Safeguarding Our Children': British Parents Shocked to Hear of Cameras in School Lavatories, Changing Rooms

"The cameras are nowhere near the toilet cubicles"

(TheBlaze/AP) -- At the King Ecgbert School in Sheffield, teens who go to the loo are never really alone - video cameras are inside all 12 bathrooms.

Citing findings gathered via freedom-of-information requests, privacy activists Wednesday identified King Ecgbert as one of more than 200 high schools across Britain that have installed surveillance cameras in bathrooms or locker rooms.

The group behind the report, Big Brother Watch, said a powerful watchdog is needed to ensure that students' privacy is protected.

The report "will come as a shock to many parents," said director Nick Pickles. "Schools need to come clean about why they are using these cameras and what is happening to the footage."

Lesley Bowes, King Ecgbert's principal, argued that the cameras help keep her students safe.

"It's a way of safeguarding our children," Bowes insisted.  She described her school's cameras - whose footage is reviewed only if there is suspicion of wrongdoing - as useful anti-bullying tools.  And she rejected any suggestion that the recording captures the students' most intimate activities, saying the cameras monitor just the doors.

"The cameras are nowhere near the toilet cubicles," she said.

A total of 207 high schools across England, Wales and Scotland acknowledged installing cameras in bathrooms and locker rooms, according to Big Brother Watch, which sent freedom-of-information requests to nearly 4,100 schools in May.  That's roughly 90% of the schools that were surveyed.

While Bowes insisted the cameras monitor "only the doors" in her school, there are roughly 100,000 cameras installed in schools across Britain, according to the Telegraph, and it is unclear where exactly all of them are placed, and whether any youngsters have been unwittingly taped in various states of undress.

To put that in perspective, some institutions have one CCTV camera for every five pupils, while one school in the northwest has apparently put 20 in its lavatories and locker rooms.

The Information Commissioner's Office, an independent authority in Britain whose duties include promoting privacy, said recording in toilets or changing rooms is legal, but it is only recommended in exceptional circumstances.

By contrast, in the U.S., the use of video cameras in schools is generally not allowed in places where there is a "reasonable expectation of privacy," such as bathrooms and locker rooms, according to the Justice Department.

"The cameras for the toilets are strategically placed in the doorways and directed toward the washbasins to identify any students if there are any reported incidents in these areas," said M. L. Litton, principal of the Wildern School in southern England, which has one camera in each of its 12 bathrooms.

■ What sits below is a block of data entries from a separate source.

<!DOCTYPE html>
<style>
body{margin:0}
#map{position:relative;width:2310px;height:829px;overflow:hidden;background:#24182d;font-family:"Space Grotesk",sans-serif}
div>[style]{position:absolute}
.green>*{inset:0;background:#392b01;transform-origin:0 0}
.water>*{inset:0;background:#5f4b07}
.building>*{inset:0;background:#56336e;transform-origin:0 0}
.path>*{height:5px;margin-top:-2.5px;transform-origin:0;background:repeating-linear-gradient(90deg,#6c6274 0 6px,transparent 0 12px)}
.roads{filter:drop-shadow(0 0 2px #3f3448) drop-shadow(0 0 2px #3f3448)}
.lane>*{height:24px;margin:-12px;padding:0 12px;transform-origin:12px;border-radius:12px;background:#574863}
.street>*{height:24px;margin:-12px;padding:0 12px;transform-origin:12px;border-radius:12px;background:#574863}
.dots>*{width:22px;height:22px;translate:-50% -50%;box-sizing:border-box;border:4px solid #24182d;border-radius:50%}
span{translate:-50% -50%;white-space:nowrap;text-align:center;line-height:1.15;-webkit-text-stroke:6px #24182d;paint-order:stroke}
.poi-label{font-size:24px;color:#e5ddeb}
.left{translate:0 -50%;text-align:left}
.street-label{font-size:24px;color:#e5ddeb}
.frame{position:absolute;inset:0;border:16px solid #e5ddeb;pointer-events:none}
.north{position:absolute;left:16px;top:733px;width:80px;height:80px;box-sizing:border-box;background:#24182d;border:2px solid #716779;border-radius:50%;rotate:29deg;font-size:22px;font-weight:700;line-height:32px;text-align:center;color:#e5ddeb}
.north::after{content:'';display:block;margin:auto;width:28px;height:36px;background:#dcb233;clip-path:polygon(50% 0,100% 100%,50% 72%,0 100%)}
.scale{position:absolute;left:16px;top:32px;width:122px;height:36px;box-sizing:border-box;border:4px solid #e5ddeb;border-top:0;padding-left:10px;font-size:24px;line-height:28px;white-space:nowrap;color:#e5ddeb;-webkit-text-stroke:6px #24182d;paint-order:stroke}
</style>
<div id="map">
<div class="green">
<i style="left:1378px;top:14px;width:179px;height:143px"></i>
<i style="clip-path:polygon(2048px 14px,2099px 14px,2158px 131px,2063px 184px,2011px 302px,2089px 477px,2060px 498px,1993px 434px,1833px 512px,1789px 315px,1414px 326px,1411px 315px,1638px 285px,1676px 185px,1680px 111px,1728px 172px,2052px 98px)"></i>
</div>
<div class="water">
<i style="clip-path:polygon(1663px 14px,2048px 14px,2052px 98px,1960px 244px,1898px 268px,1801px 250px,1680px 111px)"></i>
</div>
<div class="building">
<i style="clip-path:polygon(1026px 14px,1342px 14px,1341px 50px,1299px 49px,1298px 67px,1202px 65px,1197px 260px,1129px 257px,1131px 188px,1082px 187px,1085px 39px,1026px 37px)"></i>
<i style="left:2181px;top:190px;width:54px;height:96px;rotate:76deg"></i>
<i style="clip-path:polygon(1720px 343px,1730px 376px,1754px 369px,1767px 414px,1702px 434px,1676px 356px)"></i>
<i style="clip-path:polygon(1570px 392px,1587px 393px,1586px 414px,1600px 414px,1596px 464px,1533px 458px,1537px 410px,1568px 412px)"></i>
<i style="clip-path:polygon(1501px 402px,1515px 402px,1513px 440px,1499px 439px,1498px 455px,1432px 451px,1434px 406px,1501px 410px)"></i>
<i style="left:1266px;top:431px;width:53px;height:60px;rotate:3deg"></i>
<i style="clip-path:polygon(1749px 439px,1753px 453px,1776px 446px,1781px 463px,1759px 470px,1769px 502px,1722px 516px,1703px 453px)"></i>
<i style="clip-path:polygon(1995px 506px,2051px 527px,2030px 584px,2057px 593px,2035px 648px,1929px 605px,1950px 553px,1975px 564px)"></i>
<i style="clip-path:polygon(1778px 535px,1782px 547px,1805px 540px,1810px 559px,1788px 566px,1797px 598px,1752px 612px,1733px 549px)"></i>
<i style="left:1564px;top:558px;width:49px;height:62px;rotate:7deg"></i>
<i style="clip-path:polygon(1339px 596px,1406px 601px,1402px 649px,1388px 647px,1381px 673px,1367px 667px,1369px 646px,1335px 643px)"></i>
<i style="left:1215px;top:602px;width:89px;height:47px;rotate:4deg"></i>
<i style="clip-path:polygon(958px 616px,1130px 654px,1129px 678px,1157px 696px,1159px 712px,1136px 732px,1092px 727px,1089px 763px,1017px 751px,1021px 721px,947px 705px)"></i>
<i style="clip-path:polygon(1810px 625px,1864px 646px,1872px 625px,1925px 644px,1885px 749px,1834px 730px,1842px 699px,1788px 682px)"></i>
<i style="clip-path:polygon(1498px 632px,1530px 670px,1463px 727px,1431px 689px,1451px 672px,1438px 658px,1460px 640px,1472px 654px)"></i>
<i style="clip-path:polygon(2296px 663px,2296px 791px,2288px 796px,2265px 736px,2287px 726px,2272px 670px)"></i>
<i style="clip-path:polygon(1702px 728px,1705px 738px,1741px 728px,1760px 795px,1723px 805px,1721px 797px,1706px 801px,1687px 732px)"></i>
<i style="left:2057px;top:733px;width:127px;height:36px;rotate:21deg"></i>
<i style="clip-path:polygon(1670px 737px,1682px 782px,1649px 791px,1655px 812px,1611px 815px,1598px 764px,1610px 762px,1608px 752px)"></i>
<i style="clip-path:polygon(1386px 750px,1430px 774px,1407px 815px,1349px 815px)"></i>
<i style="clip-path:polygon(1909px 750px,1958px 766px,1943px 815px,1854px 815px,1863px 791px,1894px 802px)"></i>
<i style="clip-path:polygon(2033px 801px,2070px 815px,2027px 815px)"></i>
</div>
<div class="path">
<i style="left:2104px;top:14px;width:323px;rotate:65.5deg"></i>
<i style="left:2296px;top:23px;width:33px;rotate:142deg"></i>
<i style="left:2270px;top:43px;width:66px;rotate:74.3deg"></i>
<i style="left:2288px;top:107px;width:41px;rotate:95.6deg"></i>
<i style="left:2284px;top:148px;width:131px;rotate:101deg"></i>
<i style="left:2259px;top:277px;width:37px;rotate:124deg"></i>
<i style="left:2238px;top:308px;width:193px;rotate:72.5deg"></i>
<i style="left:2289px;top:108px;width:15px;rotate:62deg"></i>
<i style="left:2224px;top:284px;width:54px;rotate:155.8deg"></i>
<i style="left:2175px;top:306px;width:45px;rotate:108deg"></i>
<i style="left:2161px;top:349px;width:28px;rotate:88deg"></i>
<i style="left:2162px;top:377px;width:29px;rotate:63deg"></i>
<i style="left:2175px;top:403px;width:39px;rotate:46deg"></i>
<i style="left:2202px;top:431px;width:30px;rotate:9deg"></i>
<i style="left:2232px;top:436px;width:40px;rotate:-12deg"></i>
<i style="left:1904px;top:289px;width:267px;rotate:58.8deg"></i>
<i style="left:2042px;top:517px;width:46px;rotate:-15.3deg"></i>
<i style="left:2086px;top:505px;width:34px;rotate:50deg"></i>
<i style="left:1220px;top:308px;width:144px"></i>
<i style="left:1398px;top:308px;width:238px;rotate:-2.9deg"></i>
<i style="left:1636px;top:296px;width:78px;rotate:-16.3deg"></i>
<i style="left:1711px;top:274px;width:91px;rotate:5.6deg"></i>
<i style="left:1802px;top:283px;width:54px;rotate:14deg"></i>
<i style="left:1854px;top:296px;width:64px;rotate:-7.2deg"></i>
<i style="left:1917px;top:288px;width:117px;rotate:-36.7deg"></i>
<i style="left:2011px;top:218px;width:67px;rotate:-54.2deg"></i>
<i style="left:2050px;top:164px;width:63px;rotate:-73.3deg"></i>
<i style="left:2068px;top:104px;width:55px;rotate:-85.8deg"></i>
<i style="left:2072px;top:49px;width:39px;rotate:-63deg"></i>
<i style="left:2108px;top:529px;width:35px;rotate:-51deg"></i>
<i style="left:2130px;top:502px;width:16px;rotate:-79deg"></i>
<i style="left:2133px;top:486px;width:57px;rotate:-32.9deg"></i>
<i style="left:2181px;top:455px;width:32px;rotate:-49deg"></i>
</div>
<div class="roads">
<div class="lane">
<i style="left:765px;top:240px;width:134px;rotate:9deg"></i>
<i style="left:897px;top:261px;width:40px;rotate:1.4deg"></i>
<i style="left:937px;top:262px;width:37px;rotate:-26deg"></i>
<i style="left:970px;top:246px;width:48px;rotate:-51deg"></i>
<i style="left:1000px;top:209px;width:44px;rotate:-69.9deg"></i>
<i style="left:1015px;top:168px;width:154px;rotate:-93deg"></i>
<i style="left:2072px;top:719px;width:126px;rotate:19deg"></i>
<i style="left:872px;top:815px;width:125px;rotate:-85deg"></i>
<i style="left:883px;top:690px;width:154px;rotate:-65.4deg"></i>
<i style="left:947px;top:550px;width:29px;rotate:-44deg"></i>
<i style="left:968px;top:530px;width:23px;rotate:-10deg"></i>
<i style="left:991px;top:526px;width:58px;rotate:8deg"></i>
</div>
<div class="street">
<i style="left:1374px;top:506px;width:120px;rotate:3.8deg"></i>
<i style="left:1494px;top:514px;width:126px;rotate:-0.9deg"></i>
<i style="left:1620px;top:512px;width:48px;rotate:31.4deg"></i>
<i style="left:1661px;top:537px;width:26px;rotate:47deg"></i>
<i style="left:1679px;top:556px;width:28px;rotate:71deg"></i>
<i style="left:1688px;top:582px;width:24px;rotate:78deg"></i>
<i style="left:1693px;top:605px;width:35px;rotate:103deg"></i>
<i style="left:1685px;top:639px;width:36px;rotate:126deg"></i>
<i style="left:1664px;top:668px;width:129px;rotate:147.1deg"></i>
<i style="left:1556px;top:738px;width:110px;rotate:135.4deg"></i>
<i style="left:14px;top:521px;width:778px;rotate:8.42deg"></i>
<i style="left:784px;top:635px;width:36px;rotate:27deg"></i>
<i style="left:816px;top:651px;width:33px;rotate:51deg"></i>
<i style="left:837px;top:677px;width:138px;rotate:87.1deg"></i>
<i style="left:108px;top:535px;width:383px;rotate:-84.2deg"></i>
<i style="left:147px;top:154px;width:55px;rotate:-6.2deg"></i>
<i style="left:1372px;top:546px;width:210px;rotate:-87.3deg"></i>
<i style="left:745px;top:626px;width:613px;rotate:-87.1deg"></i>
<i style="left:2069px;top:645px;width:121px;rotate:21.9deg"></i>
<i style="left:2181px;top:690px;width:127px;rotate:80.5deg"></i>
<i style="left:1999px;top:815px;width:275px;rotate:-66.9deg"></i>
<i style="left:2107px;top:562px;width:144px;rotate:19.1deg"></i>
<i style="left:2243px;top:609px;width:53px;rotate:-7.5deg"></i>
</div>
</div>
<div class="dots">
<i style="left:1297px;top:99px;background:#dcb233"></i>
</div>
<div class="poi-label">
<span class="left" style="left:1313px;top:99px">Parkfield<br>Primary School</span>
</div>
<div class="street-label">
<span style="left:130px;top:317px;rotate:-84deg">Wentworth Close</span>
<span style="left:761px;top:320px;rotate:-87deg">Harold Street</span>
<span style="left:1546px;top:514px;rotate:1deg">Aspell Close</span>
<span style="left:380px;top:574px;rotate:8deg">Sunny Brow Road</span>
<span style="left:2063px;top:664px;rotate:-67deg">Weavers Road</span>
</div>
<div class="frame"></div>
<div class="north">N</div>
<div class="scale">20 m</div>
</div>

"The images are not looked at unless there has been a reported problem and all images are deleted after a maximum of 30 days," she added.

Why put cameras in bathrooms in the first place?

Both King Ecbert and Wildern said the cameras weren't meant to tackle serious, violent problems, with Litton saying the cameras had mainly been installed to control "typical teenage stuff," such as smoking.

Pickles said he isn't necessarily against putting cameras in bathrooms, but argued that parents and children have to agree and there needs to be a robust watchdog authority to make sure youngsters' privacy isn't being invaded.

Bowes, the principal of King Ecgbert's, said she has received no complaints.

"Everyone knew about the cameras in the bathroom," said Jess Hogg, who graduated from King Ecgbert last year. In a series of Facebook messages, the 19-year-old said: "Personally it made me feel a little uncomfortable, but then safe at the same time.

"Uncomfortable because I didn't know where they were in the bathroom ... safe just in case (there) was any trouble in school."